When choosing the litigation route i.e. bringing your case to a Judge and/or Jury to decide, there are so many factors beyond even the facts of your case to consider.  This is because judges and juries are people too. They represent the people who may have been foreclosed upon, or the person who just doesn’t like your tie. These folks are potentially your neighbors or people just like you and your family. They have preconceived notions and ideas.

Yes, it is true that not all cases can avoid going through the court processes, but often times (and the caselaw and rules of court suggest this) the preference is to keep your case out of court – yes I’m an attorney who makes a living out of going to court – but I’m telling you the cost benefit with budget crisis in all aspects of our lives makes litigation a true last resort option

Here are just a few things to consider before you ask “Should I sue”?:

1. Have I tried all informal means of resolving my case by problem solving, considering alternative solutions to resolve my matter or involving a neutral person with experience in your matters such as an attorney or in special education cases, a mediation only option (no attorneys allowed).

2. Is there some other process available to me such as an internal complaint process, a state or federal complaint process or an internally offered mediation process?

3.   Will my potential for “damages” I can obtain through a lawsuit be worth the the benefit? This includes your time (taking off of work to spend 5-10 or more days in court, paying experts etc.), cost (experts, discovery, copies) and attorney’s fees.
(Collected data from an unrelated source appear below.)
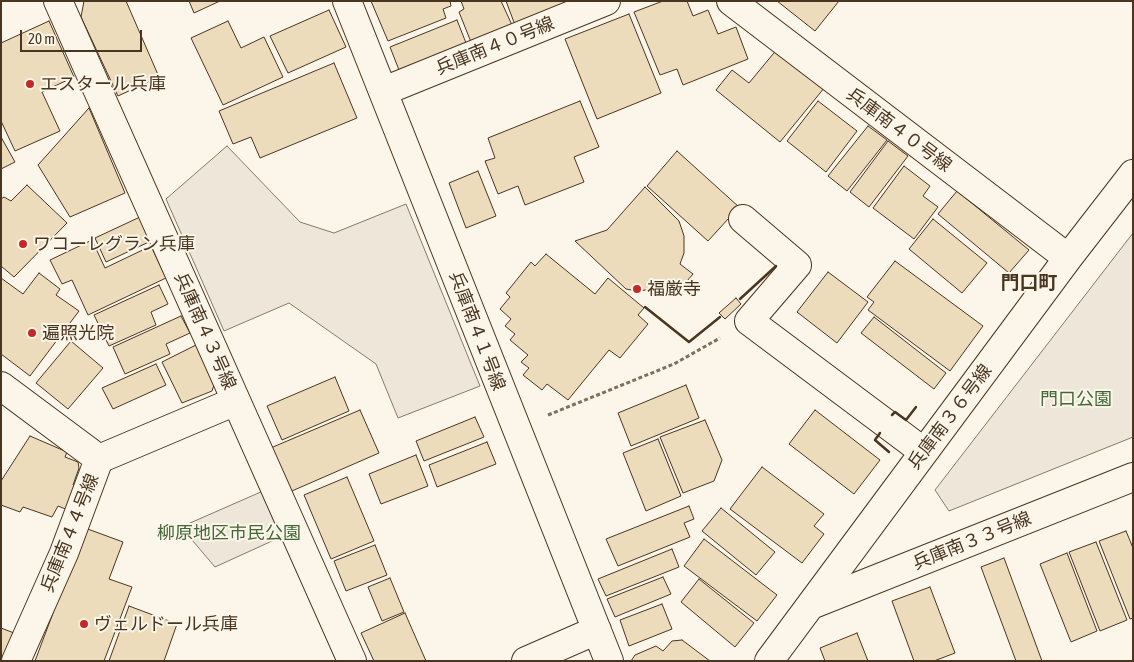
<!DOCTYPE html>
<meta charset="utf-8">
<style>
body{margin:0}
#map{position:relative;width:1134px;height:662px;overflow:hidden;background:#fbf6e9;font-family:"Asap Condensed",sans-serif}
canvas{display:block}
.frame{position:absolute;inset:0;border:2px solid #4a3520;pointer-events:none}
.scale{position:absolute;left:20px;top:30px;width:122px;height:22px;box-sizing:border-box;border:2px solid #4a3520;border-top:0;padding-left:6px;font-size:15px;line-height:18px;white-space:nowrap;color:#4a3520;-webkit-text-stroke:4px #fbf6e9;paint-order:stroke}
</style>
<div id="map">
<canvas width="1134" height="662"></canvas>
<div class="frame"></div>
<div class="scale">20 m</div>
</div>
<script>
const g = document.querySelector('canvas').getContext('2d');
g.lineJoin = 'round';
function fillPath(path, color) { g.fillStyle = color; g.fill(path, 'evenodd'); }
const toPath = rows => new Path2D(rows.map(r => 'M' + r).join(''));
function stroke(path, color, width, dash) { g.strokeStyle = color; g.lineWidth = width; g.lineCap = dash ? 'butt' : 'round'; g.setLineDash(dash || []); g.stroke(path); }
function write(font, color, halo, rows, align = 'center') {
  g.font = font + ' "Asap Condensed","Noto Sans JP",sans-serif'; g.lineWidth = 4; g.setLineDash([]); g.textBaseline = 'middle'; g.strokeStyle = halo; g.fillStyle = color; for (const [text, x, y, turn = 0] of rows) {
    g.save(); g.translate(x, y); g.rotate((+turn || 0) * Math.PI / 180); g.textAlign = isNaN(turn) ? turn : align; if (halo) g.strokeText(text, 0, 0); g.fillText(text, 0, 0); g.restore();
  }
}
const green = toPath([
 [227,146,300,222,334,233,406,204,480,386,398,418,376,364,289,303,224,331,166,199,227,146],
 [1133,233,1133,437,949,511,935,490,1133,233],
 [263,491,283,536,215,567,181,527,263,491]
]);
const building = toPath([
 [84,1,126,1,159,77,118,96,81,17,84,1],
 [189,1,220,1,194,13,189,1],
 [371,1,450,1,451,6,443,9,446,18,388,41,371,1],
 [461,1,501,1,512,25,471,42,459,12,464,9,461,1],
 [506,1,568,1,569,4,515,25,506,1],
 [663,1,687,1,693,16,708,10,718,34,736,27,748,59,683,85,677,69,660,75,634,12,663,1],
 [777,1,839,1,815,31,777,1],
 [329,10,346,47,288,73,270,36,329,10],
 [629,14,661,93,597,119,565,39,629,14],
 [457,20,466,43,399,70,390,47,457,20],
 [49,21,74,77,42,92,60,131,15,151,1,121,1,43,49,21],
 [228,21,241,48,264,37,283,77,223,105,191,38,228,21],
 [778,48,825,87,780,142,716,90,732,70,749,83,778,48],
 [334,63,357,118,260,158,251,137,233,144,219,111,334,63],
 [580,101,599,147,574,157,584,182,525,205,518,186,498,194,485,161,495,158,488,138,580,101],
 [818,101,857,131,826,172,787,141,818,101],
 [89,108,125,193,70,217,38,165,89,108],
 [868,126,887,140,847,191,828,176,868,126],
 [1,137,15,162,1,169,1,137],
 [888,141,908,156,869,207,850,192,888,141],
 [677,151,739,207,708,241,647,186,677,151],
 [904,166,930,186,923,196,938,207,914,239,873,208,904,166],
 [478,171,496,216,466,228,449,183,478,171],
 [27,185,67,223,14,277,1,266,1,199,4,197,11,201,27,185],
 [645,187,679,221,684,236,684,253,680,264,693,274,675,295,661,285,654,289,637,291,626,289,575,241,607,230,645,187],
 [957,191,1029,250,1009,273,938,214,957,191],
 [140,217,151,241,106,262,95,238,140,217],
 [933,219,987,263,962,293,909,249,933,219],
 [92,240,105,268,151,246,166,278,88,315,72,280,62,284,50,260,92,240],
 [546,254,595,294,608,278,644,308,638,315,648,324,620,358,609,350,568,400,547,384,542,390,523,375,529,368,521,362,528,355,510,340,515,334,505,326,511,319,500,309,510,297,506,293,531,262,535,266,546,254],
 [895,261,983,326,950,371,868,310,874,302,867,297,895,261],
 [828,272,868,302,837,343,797,312,828,272],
 [39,273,60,289,56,295,79,311,30,376,1,354,1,278,23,294,39,273],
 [159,285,168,304,151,312,156,325,109,346,94,315,159,285],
 [736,298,741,304,725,319,719,313,736,298],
 [181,316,190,333,166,344,170,354,125,374,113,347,181,316],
 [874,317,946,373,934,389,861,333,874,317],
 [71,341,103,368,68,409,36,383,71,341],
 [198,344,215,382,212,391,182,403,162,362,198,344],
 [156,364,166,385,113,409,102,388,156,364],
 [335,377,349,411,282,440,267,406,335,377],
 [686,385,699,418,631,446,618,413,686,385],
 [360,410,379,453,285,494,266,450,360,410],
 [815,410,880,460,854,494,789,444,815,410],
 [475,417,484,437,424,461,416,441,475,417],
 [705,420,722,460,714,481,683,493,660,437,705,420],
 [30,436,67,452,65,457,78,462,79,468,73,485,77,487,68,510,58,506,52,517,23,507,20,512,1,505,1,481,30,436],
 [658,439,681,496,646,511,623,453,658,439],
 [487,442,496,464,437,487,429,465,487,442],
 [416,455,428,486,381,504,369,474,416,455],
 [762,467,824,514,814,526,824,534,802,563,730,509,762,467],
 [347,477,374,541,331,559,304,495,347,477],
 [689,506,694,519,684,523,690,537,618,566,606,539,689,506],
 [721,508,775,552,756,575,702,531,721,508],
 [85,528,123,542,109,579,132,587,104,661,35,661,85,528],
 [1126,531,1133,548,1133,618,1130,619,1099,541,1126,531],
 [704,539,777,595,757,621,684,566,704,539],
 [1096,542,1127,620,1100,631,1069,552,1096,542],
 [375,545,387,575,346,591,334,561,375,545],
 [672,549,679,567,606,596,598,579,672,549],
 [1067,553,1097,631,1071,642,1040,564,1067,553],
 [1004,558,1042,661,1016,661,981,567,1004,558],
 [663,577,671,594,615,617,607,599,663,577],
 [390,578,404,612,382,621,368,587,390,578],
 [699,579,754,623,735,647,681,602,699,579],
 [930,587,955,653,934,661,914,661,892,601,930,587],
 [662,604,672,629,629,646,620,620,662,604],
 [129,606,177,624,164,661,109,661,129,606],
 [405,613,426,661,374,661,361,633,405,613],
 [1,628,14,633,3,661,1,661,1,628],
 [857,633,868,661,825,661,820,648,857,633],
 [682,640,710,661,631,661,635,655,656,646,663,651,672,641,682,640]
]);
const path = toPath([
 [548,415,674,364,720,338]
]);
const minor = toPath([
 [58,1,352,661],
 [347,1,609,661],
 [731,1,1068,258],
 [384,91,606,1],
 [743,219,797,265,749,321,924,452],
 [1,386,99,459],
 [811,605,1133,477],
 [16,661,64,553,99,459,236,401],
 [526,661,597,630],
 [769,661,1068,258,1133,174]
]);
const wall = toPath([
 [740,299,776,266],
 [645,307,689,342,720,317],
 [892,415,895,412,906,420,916,407],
 [880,433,875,440,889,452]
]);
const markers = [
 [30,84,5,"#c62828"],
 [23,244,5,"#c62828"],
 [637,289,5,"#c62828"],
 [32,333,5,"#c62828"],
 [84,624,5,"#c62828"]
];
const streetNames = [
 ["兵庫南４０号線",495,46,-22],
 ["兵庫南４０号線",899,130,37],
 ["兵庫南４３号線",205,331,66],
 ["兵庫南４１号線",477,331,69],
 ["兵庫南３６号線",950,417,-53],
 ["兵庫南４４号線",70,533,-68],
 ["兵庫南３３号線",972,541,-22]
];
const poiNames = [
 ["エスタール兵庫",40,84],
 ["ワコーレグラン兵庫",33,244],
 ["福厳寺",647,289],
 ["遍照光院",42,333],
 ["ヴェルドール兵庫",94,624]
];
const parkNames = [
 ["門口公園",1076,399],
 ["柳原地区市民公園",229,533]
];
const neighbourhoodNames = [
 ["門口町",1029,283]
];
fillPath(green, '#ede6d9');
stroke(green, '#887966', 1);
fillPath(building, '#ecdcbc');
stroke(building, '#4a3520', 1);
stroke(minor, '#4a3520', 30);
stroke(path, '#7f6f5c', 3, [4, 2.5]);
stroke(minor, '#fbf6e9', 28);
stroke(wall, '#4a3520', 2.5);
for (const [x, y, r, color] of markers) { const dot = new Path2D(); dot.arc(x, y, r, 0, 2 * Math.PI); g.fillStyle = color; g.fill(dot); stroke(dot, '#fbf6e9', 2); }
write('18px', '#4a3520', '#fbf6e9', streetNames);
write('18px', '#4a3520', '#fbf6e9', poiNames, 'left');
write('18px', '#436837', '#fbf6e9', parkNames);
write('bold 19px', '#4a3520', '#fbf6e9', neighbourhoodNames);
</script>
4.  What are the risks of losing and your willingness to appeal your case.  In civil rights cases we are seeing a huge sympathy for “broke” states and state entities and civil rights are being harder and harder to win making an appeal a much likelier chance.

5.  If your suing simply to vindicate a right, make sure that you have the financial and emotional staying power to fight your case as long as necessary.

This is not an exhaustive list but it would be doing any person or groups of persons who intend to sue for civil rights litigation – of any kind – not to advise them of these facts.